(Records from a collection)
☆ ☆ ☆ ☆

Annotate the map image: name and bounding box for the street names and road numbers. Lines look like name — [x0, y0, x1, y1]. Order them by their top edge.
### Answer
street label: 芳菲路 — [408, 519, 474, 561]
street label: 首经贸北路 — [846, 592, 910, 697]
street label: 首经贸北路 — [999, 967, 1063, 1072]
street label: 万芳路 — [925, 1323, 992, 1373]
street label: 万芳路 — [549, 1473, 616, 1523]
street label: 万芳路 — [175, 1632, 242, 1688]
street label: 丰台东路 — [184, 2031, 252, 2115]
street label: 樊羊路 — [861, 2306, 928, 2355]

☆ ☆ ☆ ☆

What is needed is a word-for-word copy of all the records above.

» Answer to the exercise
Annotate the map image: name and bounding box for the street names and road numbers. Lines look like name — [x0, y0, x1, y1]. Order them by their top edge.
### Answer
street label: 芳菲路 — [408, 519, 474, 561]
street label: 首经贸北路 — [846, 592, 910, 697]
street label: 首经贸北路 — [999, 967, 1063, 1072]
street label: 万芳路 — [925, 1323, 992, 1373]
street label: 万芳路 — [549, 1473, 616, 1523]
street label: 万芳路 — [175, 1632, 242, 1688]
street label: 丰台东路 — [184, 2031, 252, 2115]
street label: 樊羊路 — [861, 2306, 928, 2355]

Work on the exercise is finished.